Les Burkinabè ont célébré la victoire des Lions de la Teranga (l’équipe du Sénégal) sur ces autres Lions de l’Atlas (l’équipe du Maroc). Pendant le match, ils étaient nombreux à s’offusquer et à dénoncer les décisions de l’arbitre qui, après avoir refusé d’accorder un but à l’équipe du Sénégal, a sifflé contre elle un penalty. Nombreux sont encore ceux qui étaient d’accord que les Sénégalais quittent le terrain et qu’on donne directement la coupe au Maroc. Quand le match a repris, ils étaient plus nombreux à prier pour que Brahim Diaz rate son penalty. Quelle ne fut alors leur grande joie quand Edouard Mendy, le gardien de but sénégalais, arrête le ballon.

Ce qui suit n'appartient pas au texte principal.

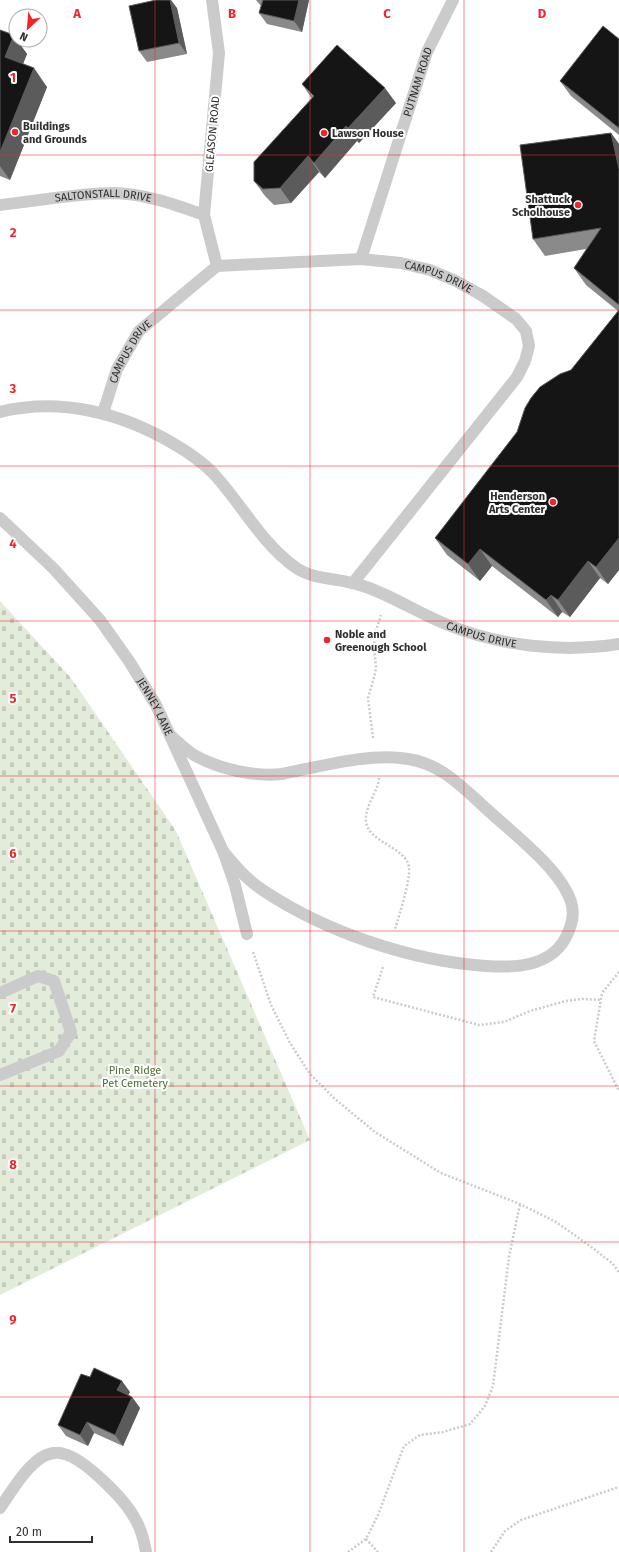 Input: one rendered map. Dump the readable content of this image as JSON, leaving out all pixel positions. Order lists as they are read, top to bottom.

Puis après, ils sont tous entrés en prière pour que le Sénégal remporte la victoire, donc la Coupe. Parce qu’ils ne pouvaient pas accepter une telle tricherie, à ciel ouvert dont le corps arbitral dans son ensemble, est le complice. Par contre, ils étaient prêts à célébrer la « victoire » de l’équipe sénégalaise, même si le Sénégal perdait. Parce que, ça ne serait plus une décision du football, mais de l’arbitre qui aura décidé comme l’avait dit Bertrand Traoré après le match Burkina Faso contre l’Algérie, de « niquer le match ». Il avait été sanctionné d’une amende de 20 000 dollars US pour ça.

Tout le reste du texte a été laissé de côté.